Chairperson of the Civil Service Protection and Training Commission
- In office October 2010 – 20 May 2016
- Preceded by: Chang Ming-jue
- Succeeded by: Lee I-yang

Member of the Legislative Yuan
- In office 1 February 1996 – 31 January 1999
- Constituency: Republic of China
- In office 1 February 1990 – 31 January 1993
- Constituency: Education

Leader of the Institute of Revolutionary Practice
- In office 1997–2002
- Preceded by: Chuang Huai-yi (1994)
- Succeeded by: John Kuan

Personal details
- Born: 1945 (age 80–81)
- Party: Kuomintang
- Education: National Taiwan Normal University (BA, MA) Stanford University (PhD)
- Profession: Educator

= Tsai Bih-hwang =

Taiwanese academic and politician (born 1945)

Tsai Bih-hwang (蔡璧煌; born 1945) is a Taiwanese academic and politician. He was elected to two nonconsecutive terms on the Legislative Yuan, serving from 1990 to 1993, and 1996 to 1999. Tsai was subsequently appointed to the Examination Yuan in 2002, and led the Examination Yuan's Civil Service Protection and Training Commission between 2010 and 2016.

==Education and early career==
Tsai graduated from National Taiwan Normal University with a bachelor's degree and a master's degree in education. He then pursued doctoral studies in the United States, earning his Ph.D. in education from Stanford University in 1985. His doctoral dissertation, completed under sociologist Sanford Dornbusch, was titled, "The relationship between the university environment and creative attitudes among Chinese graduate students in Taiwan and in the United States (cross-cultural, comparative education, student subculture)".

He has published research articles in the Journal of National Taiwan Normal University, and editorials in the Taipei Times. Tsai taught at the primary and high school levels, was a professor at National Taiwan Normal University, and served as a member or executive or executive on several organizations, including the Wenshan Rotary Club, the Republic of China Recreation Association, Ke-Tsai Family Association in Taipei, the Cerebral Palsy Association of the Republic of China, the National Education Association of the Republic of China, and the Consumer Foundation.

==Political career==
Tsai was a member of the Legislative Yuan from 1990 to 1993. He did not win reelection in December 1992, but stood for election in December 1995 as a member of the Kuomintang proportional representation party list, and returned to the legislature.
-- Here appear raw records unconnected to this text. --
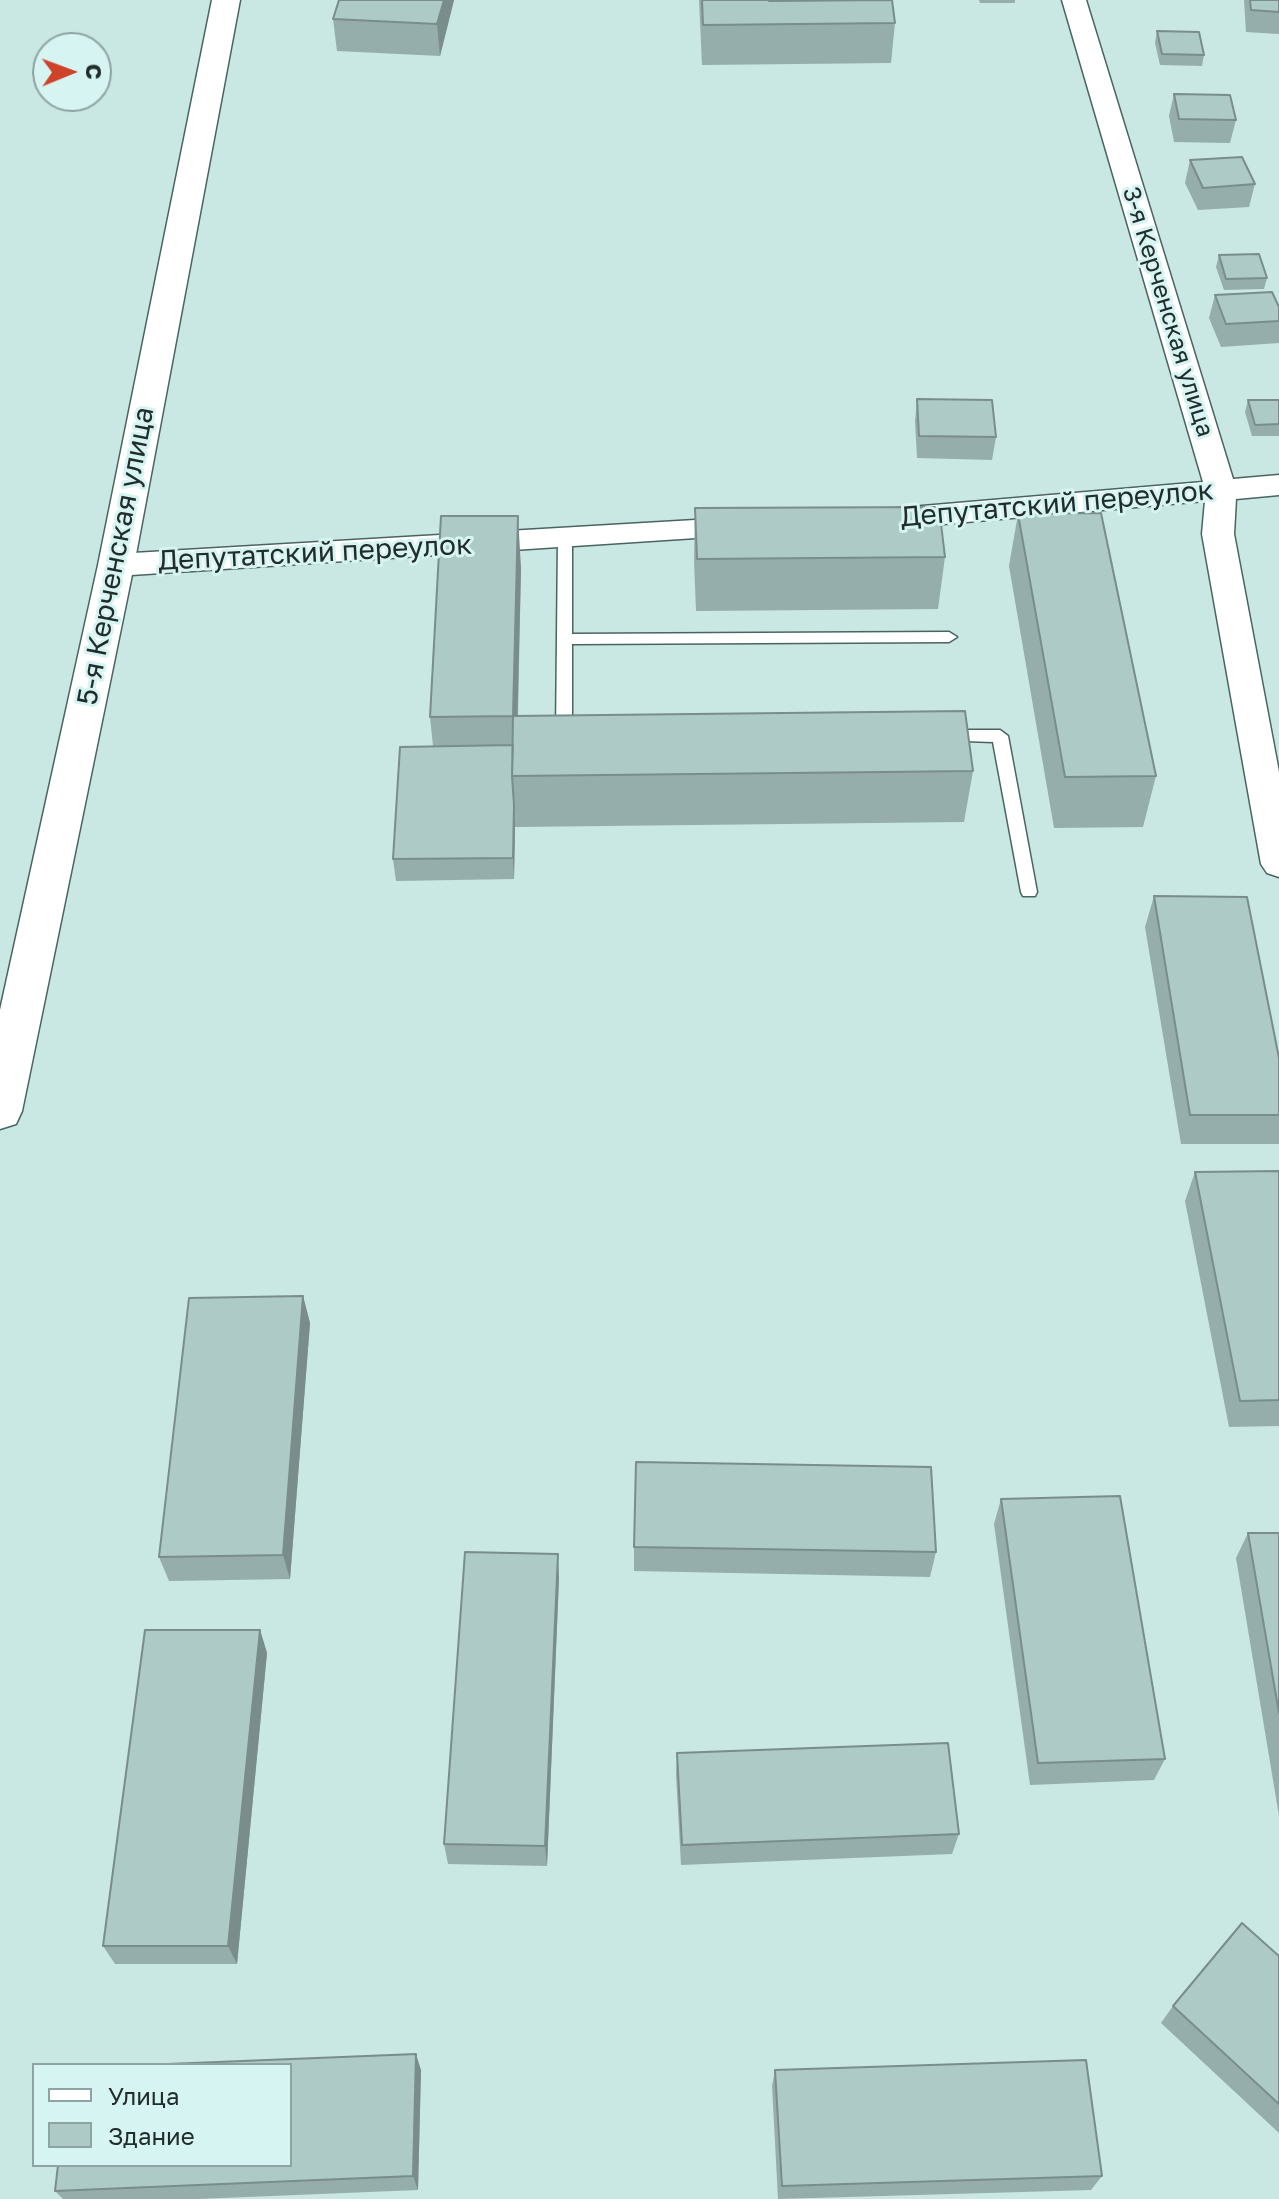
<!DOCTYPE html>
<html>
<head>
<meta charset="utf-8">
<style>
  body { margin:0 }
  #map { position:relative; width:1279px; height:2199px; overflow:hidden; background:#c9e7e3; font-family:"Golos Text",sans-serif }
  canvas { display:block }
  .legend { position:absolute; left:32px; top:2063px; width:260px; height:104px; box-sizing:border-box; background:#d6f4f1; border:2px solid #8ea4a2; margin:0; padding:10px 14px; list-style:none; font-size:24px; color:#212c2b }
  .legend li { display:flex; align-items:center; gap:16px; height:40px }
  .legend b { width:40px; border:2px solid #8ea4a2 }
  .north { position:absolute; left:32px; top:32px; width:80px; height:80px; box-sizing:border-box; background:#d6f4f1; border:2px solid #8ea4a2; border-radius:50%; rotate:89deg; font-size:22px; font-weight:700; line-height:32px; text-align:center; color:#212c2b }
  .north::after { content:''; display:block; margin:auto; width:28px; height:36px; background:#ce4329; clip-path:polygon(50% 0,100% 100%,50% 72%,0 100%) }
</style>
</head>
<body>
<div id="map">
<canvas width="1279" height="2199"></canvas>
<ul class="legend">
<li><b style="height:10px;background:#fff"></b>Улица</li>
<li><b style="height:22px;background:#adcac7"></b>Здание</li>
</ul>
<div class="north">С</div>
</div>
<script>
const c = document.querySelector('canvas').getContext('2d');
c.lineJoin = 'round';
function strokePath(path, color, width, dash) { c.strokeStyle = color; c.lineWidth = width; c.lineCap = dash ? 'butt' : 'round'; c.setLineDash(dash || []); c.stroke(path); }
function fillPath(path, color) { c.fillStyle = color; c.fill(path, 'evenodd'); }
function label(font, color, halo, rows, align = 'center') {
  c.font = font + ' "Golos Text",sans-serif'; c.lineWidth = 6; c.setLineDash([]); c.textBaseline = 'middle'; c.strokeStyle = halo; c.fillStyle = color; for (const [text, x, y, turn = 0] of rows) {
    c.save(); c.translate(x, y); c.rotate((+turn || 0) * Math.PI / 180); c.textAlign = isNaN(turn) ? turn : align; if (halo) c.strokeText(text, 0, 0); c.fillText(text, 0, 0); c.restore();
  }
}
const service = new Path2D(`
  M565,533L572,538V634L949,632L957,637L949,642L572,644V729L577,734L575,738L564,740L556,734L558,538Z
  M943,730H1000L1008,736L1037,892L1035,896H1023L1021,892L993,742L937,740L935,736Z`);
const minor = new Path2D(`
  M1062,0H1086L1233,479L1279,475V495L1236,499L1234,534L1279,772V877L1267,873L1261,864L1202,534L1205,501L887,529L876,526L872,519L876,512L887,509L1203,482Z
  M746,517L757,520L762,527L757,534L116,576L105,572L100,565L105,558L116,554Z`);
const primary = new Path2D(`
  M212,0H240L134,565L22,1111L16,1124L0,1129V1010L98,565Z`);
strokePath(service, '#4a6461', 3);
strokePath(minor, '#4a6461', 3);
strokePath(primary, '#4a6461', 3);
fillPath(service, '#fff');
fillPath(minor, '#fff');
fillPath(primary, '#fff');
fillPath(new Path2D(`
  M454,0L440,56L337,51L333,19Z
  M699,0H769V1L892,0L895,23L891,63L702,65Z
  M979,0H1015V3H980Z
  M1244,0H1279V34L1246,32Z
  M1157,31L1204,55L1202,66L1160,65L1155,43Z
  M1174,94L1236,120L1230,143L1174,142L1169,116Z
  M1190,160L1255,184L1249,207L1198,210L1185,183Z
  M1219,255L1267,278L1264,289L1224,290L1216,267Z
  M1215,295L1279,307V343L1221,347L1209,318Z
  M917,399L996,437L992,460L917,458L915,421Z
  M1248,400H1279V436H1252L1245,412Z
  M695,508L945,557L938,609L696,611L694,561Z
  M1018,514L1156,776L1143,827L1054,828L1009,566Z
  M521,568L518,715L973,771L964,822L515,827L514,879L396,881L393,859L433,746L430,717Z
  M1154,896L1279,1058V1144H1181L1145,927Z
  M1279,1171V1426L1229,1427L1185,1201L1195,1172Z
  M303,1296L310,1323L290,1579L169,1581L159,1557Z
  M1001,1499L1165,1759L1154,1780L1030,1785L994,1524Z
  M1248,1533H1279V1816L1236,1558Z
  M634,1547L936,1552L930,1577L634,1571Z
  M559,1578L547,1866L448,1864L444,1844Z
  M260,1630L267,1653L237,1964H115L103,1946Z
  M677,1753L959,1834L952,1854L681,1865L676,1774Z
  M1279,1956V2133L1161,2023L1173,2006Z
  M421,2070L418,2190L198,2199H63L55,2191Z
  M775,2070L1102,2176L1091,2190L778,2199L772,2086Z`), '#95aeab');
fillPath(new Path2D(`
  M444,0H454L440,56L437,24Z
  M518,516L521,568L516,776L513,716Z
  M514,805L515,827L514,879L513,858Z
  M303,1296L310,1323L290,1579L283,1555Z
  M558,1554L559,1578L547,1866L545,1846Z
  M260,1630L267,1653L237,1964L228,1946Z
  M416,2054L421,2070L418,2190L413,2176Z`), '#798d8b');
const building = new Path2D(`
  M339,0H444L437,24L333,19Z
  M702,0H769V1L892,0L895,23L703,25Z
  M1250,0H1279V12L1251,10Z
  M1157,31L1199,32L1204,55L1162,54Z
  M1174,94L1230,95L1236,120L1179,119Z
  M1242,157L1255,184L1203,188L1190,160Z
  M1259,254L1267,278L1226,279L1219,255Z
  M1272,292L1279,307V321L1226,324L1215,295Z
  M917,399L992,400L996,437L919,436Z
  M1248,400H1279V424L1255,425Z
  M939,507L945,557L697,559L695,508Z
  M1101,513L1156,776L1065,777L1018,514Z
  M441,516H518L513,716L430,717Z
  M965,711L973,771L512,776L513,716Z
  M513,745L512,776L514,805L513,858L393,859L400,747Z
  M1154,896L1247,897L1279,1058V1115H1190Z
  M1279,1171V1400L1240,1401L1195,1172Z
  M303,1296L283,1555L159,1557L189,1298Z
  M636,1462L931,1467L936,1552L634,1547Z
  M1120,1496L1165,1759L1038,1763L1001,1499Z
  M1248,1533H1279V1713Z
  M465,1552L558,1554L545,1846L444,1844Z
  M145,1630H260L228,1946H103Z
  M948,1743L959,1834L682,1845L677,1753Z
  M1242,1923L1279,1956V2104L1173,2006Z
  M416,2054L413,2176L55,2191L58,2165H290V2065H143Z
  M1086,2060L1102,2176L782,2186L775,2070Z`);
fillPath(building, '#adcac7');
strokePath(building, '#798d8b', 2);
label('24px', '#212c2b', '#d6f4f1', [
  ["3-я Керченская улица",1168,312,73]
]);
label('28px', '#212c2b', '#d6f4f1', [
  ["Депутатский переулок",1057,504,-5],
  ["Депутатский переулок",315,553,-3],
  ["5-я Керченская улица",116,556,-79]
]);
</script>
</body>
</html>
In the midst of the Third Taiwan Strait Crisis, Tsai was interviewed by The Independent about the status of Cross-Strait relations. Tsai, a member of the Kuomintang, served the party as leader of the Institute of Revolutionary Practice and headed the Culture Working Group of the Central Committee.

In 2002, Tsai was named a minister without portfolio and member of the Examination Yuan. In his Examination Yuan role, Tsai announced the passage of a new pension program for civil servants in November 2005. He was renominated for a second term in 2008. During his reconfirmation hearing, legislator Kuan Bi-ling noted that Tsai and several other nominees held a Permanent Resident Card issued by the United States. The Ma Ying-jeou presidential administration confirmed that Tsai had relinquished his residency in the United States, and he was reappointed to the Examination Yuan as a minister without portfolio. After the National Academy of Civil Service replaced the National Civil Service Institute on 26 March 2010, Tsai led the NACS as president. In October 2010, Tsai was appointed chairperson of the Civil Service Protection and Training Commission. He was renominated to lead the commission for a second term, which began on 1 September 2014. Tsai resigned from the commission in May 2016.